── Data supplied

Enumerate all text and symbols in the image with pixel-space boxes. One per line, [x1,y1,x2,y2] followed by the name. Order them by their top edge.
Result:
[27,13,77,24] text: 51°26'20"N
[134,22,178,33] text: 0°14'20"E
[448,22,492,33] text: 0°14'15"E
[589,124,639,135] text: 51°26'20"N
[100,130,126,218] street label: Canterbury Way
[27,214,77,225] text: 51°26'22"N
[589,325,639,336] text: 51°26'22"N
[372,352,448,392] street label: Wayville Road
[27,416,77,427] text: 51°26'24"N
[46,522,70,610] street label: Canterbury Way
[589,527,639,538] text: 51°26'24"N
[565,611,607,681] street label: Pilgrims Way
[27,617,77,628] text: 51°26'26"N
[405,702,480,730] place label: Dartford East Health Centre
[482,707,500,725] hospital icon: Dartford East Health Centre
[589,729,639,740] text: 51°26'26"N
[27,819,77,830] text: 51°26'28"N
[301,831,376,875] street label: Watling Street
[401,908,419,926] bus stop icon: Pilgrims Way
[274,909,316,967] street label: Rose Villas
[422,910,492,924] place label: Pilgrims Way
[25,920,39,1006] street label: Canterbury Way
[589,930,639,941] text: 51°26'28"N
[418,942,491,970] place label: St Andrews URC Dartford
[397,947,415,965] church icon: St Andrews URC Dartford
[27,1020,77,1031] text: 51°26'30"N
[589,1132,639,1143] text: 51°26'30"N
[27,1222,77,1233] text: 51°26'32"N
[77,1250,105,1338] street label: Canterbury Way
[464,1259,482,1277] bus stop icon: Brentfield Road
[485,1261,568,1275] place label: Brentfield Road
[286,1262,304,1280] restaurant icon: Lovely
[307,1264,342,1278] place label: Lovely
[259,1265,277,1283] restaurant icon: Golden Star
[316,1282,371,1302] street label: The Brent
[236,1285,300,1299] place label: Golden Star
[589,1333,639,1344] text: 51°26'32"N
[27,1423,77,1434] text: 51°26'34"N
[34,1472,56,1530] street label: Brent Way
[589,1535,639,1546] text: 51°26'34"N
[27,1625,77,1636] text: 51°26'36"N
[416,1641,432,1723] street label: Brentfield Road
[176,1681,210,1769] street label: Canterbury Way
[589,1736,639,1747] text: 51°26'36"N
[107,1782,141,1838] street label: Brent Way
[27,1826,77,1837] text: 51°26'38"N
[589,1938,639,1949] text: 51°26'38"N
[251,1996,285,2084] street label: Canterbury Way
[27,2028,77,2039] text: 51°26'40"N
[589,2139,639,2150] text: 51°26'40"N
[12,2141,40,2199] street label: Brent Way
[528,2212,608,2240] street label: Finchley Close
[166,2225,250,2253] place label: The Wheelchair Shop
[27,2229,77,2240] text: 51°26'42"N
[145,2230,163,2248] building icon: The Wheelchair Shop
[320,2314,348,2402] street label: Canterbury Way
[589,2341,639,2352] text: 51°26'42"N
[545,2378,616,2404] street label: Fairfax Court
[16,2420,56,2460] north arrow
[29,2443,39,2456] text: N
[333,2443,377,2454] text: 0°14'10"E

────

*Problem to solve*:
All records shown above are to be repeated exactly.

*Worked solution*:
Enumerate all text and symbols in the image with pixel-space boxes. One per line, [x1,y1,x2,y2] followed by the name. Order them by their top edge.
Result:
[27,13,77,24] text: 51°26'20"N
[134,22,178,33] text: 0°14'20"E
[448,22,492,33] text: 0°14'15"E
[589,124,639,135] text: 51°26'20"N
[100,130,126,218] street label: Canterbury Way
[27,214,77,225] text: 51°26'22"N
[589,325,639,336] text: 51°26'22"N
[372,352,448,392] street label: Wayville Road
[27,416,77,427] text: 51°26'24"N
[46,522,70,610] street label: Canterbury Way
[589,527,639,538] text: 51°26'24"N
[565,611,607,681] street label: Pilgrims Way
[27,617,77,628] text: 51°26'26"N
[405,702,480,730] place label: Dartford East Health Centre
[482,707,500,725] hospital icon: Dartford East Health Centre
[589,729,639,740] text: 51°26'26"N
[27,819,77,830] text: 51°26'28"N
[301,831,376,875] street label: Watling Street
[401,908,419,926] bus stop icon: Pilgrims Way
[274,909,316,967] street label: Rose Villas
[422,910,492,924] place label: Pilgrims Way
[25,920,39,1006] street label: Canterbury Way
[589,930,639,941] text: 51°26'28"N
[418,942,491,970] place label: St Andrews URC Dartford
[397,947,415,965] church icon: St Andrews URC Dartford
[27,1020,77,1031] text: 51°26'30"N
[589,1132,639,1143] text: 51°26'30"N
[27,1222,77,1233] text: 51°26'32"N
[77,1250,105,1338] street label: Canterbury Way
[464,1259,482,1277] bus stop icon: Brentfield Road
[485,1261,568,1275] place label: Brentfield Road
[286,1262,304,1280] restaurant icon: Lovely
[307,1264,342,1278] place label: Lovely
[259,1265,277,1283] restaurant icon: Golden Star
[316,1282,371,1302] street label: The Brent
[236,1285,300,1299] place label: Golden Star
[589,1333,639,1344] text: 51°26'32"N
[27,1423,77,1434] text: 51°26'34"N
[34,1472,56,1530] street label: Brent Way
[589,1535,639,1546] text: 51°26'34"N
[27,1625,77,1636] text: 51°26'36"N
[416,1641,432,1723] street label: Brentfield Road
[176,1681,210,1769] street label: Canterbury Way
[589,1736,639,1747] text: 51°26'36"N
[107,1782,141,1838] street label: Brent Way
[27,1826,77,1837] text: 51°26'38"N
[589,1938,639,1949] text: 51°26'38"N
[251,1996,285,2084] street label: Canterbury Way
[27,2028,77,2039] text: 51°26'40"N
[589,2139,639,2150] text: 51°26'40"N
[12,2141,40,2199] street label: Brent Way
[528,2212,608,2240] street label: Finchley Close
[166,2225,250,2253] place label: The Wheelchair Shop
[27,2229,77,2240] text: 51°26'42"N
[145,2230,163,2248] building icon: The Wheelchair Shop
[320,2314,348,2402] street label: Canterbury Way
[589,2341,639,2352] text: 51°26'42"N
[545,2378,616,2404] street label: Fairfax Court
[16,2420,56,2460] north arrow
[29,2443,39,2456] text: N
[333,2443,377,2454] text: 0°14'10"E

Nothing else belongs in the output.